= Information given =
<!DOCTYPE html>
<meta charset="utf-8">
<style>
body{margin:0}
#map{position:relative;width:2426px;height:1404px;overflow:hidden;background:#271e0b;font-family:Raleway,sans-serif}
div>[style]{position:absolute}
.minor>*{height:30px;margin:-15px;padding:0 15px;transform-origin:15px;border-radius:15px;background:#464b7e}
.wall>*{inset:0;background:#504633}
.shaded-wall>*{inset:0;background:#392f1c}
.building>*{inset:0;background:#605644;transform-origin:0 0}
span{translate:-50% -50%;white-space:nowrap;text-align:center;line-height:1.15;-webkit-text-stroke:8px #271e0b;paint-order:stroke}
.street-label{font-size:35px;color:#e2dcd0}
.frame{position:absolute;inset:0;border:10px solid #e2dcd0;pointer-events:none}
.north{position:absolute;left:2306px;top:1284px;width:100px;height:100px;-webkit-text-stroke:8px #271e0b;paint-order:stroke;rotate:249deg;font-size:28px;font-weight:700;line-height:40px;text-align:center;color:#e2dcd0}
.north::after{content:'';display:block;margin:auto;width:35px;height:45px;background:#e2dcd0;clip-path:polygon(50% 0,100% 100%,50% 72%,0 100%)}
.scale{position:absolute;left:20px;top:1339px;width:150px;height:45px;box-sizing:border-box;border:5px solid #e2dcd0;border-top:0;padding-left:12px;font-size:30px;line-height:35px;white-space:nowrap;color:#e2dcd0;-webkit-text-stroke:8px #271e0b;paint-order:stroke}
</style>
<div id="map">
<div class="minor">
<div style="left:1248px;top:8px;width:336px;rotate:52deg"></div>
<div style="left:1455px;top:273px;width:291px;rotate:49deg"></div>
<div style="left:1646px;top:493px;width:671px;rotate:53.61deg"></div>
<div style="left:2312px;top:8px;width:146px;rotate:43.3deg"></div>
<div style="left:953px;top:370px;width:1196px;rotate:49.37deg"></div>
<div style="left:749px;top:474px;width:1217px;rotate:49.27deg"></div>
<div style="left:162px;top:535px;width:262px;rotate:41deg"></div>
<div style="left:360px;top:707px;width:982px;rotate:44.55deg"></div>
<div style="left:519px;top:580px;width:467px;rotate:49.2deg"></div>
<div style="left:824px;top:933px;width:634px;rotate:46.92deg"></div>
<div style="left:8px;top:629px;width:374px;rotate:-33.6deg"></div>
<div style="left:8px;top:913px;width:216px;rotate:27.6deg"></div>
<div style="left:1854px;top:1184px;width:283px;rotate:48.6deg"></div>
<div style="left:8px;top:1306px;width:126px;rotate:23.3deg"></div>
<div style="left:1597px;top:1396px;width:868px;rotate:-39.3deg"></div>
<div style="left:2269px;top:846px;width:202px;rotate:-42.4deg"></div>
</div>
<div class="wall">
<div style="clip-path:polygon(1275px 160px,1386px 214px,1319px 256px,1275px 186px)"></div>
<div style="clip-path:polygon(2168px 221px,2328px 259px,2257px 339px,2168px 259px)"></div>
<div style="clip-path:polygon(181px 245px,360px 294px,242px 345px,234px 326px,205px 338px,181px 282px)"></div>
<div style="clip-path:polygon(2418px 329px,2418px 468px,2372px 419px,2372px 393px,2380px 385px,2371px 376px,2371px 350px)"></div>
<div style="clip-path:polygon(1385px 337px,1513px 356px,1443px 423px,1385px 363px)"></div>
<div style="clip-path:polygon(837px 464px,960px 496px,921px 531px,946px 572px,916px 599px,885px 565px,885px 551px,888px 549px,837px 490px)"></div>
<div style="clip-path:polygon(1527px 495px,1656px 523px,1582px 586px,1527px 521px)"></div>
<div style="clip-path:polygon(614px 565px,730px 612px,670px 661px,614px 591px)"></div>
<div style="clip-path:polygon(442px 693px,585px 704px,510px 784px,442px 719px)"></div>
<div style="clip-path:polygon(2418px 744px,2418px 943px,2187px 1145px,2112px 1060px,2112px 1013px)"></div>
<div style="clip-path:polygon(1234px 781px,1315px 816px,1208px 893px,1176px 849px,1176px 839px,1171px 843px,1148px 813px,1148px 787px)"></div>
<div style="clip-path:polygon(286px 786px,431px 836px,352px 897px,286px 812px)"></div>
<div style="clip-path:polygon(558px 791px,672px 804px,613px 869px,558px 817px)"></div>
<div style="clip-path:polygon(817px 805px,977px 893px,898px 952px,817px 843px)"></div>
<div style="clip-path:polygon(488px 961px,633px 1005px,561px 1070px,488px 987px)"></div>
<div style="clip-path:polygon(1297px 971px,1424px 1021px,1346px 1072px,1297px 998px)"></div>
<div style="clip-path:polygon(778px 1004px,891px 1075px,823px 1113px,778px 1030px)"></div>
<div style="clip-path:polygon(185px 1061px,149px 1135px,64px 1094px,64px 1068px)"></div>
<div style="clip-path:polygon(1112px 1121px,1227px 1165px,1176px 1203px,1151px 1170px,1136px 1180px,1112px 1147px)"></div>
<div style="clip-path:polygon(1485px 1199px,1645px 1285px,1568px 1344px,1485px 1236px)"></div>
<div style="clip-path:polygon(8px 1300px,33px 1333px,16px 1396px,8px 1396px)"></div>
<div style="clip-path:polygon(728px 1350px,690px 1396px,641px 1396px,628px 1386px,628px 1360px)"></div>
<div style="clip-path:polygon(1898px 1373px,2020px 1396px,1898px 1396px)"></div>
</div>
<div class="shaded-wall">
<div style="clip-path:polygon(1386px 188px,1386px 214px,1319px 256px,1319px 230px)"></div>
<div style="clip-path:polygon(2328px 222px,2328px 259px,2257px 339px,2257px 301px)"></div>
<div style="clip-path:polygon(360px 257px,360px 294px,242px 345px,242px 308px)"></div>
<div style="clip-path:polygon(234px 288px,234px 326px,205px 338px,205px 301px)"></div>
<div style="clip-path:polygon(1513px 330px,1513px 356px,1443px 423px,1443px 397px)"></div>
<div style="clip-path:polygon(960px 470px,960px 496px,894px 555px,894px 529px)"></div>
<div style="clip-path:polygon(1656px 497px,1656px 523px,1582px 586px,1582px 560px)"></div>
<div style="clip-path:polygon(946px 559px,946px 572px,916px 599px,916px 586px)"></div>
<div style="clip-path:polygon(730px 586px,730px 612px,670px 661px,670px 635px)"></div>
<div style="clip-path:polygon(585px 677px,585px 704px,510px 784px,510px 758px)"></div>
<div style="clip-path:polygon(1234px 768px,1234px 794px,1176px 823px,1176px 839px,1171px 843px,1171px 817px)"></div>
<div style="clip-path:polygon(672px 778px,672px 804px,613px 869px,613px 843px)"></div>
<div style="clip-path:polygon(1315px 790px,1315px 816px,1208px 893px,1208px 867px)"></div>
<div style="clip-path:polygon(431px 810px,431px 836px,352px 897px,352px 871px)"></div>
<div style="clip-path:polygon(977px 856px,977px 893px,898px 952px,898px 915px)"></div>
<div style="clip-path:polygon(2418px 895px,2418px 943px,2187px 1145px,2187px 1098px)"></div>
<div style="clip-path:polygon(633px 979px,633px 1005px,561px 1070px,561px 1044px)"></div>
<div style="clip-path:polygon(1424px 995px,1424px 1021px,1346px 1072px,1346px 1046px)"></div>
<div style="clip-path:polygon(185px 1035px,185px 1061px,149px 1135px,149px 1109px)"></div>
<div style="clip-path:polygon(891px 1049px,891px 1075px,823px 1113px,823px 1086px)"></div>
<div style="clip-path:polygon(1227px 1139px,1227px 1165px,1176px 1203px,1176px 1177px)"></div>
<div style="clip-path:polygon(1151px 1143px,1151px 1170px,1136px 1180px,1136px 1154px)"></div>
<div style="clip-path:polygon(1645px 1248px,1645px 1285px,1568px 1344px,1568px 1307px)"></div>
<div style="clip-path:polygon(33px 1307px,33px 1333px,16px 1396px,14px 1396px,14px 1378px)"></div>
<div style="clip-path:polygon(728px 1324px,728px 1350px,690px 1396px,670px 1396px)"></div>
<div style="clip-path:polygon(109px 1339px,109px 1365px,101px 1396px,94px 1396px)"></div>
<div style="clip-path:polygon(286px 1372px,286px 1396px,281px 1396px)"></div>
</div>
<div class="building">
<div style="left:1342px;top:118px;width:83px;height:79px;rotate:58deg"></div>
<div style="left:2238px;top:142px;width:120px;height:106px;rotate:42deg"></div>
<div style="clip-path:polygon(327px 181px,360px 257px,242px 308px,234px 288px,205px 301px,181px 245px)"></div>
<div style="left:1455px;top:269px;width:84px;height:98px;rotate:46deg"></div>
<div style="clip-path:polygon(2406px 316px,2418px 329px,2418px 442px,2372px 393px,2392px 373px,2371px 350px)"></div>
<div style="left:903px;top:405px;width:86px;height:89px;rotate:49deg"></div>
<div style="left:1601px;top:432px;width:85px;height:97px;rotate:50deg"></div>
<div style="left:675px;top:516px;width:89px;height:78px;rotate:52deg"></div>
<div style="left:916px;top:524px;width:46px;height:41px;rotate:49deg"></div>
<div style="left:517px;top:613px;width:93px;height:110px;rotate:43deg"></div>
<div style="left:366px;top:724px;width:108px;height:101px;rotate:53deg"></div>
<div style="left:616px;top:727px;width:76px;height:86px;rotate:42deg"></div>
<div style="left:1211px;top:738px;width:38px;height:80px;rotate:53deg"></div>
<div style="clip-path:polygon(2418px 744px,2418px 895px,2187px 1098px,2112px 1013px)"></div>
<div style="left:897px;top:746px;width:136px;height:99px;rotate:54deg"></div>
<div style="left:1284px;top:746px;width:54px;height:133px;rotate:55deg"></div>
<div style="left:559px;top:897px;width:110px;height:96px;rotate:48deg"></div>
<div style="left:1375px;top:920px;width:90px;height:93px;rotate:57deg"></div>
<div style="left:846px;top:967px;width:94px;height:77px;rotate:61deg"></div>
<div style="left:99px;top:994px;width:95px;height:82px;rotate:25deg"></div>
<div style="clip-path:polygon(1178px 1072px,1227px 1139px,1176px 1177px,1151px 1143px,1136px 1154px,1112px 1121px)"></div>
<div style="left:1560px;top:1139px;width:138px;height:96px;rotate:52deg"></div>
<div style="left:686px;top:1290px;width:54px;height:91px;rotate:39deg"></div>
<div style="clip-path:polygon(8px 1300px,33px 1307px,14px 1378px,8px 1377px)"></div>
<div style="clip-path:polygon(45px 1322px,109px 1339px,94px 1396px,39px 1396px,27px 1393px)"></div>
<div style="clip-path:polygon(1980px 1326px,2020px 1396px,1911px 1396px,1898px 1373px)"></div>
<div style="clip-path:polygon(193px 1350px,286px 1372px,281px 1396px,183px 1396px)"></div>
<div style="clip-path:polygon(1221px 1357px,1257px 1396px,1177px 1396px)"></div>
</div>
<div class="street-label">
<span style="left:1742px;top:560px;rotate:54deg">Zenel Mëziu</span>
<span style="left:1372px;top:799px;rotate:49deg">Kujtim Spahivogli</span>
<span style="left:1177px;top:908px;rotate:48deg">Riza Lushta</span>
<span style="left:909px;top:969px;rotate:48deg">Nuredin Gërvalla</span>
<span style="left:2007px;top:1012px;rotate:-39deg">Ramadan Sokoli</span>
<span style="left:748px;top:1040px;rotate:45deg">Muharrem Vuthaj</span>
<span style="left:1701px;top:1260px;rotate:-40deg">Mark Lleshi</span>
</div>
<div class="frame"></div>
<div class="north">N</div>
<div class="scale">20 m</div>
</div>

= Your instructions =
The reply should consist of a single number: how many lines in the listing contain the word "shaded".

= Result below =
2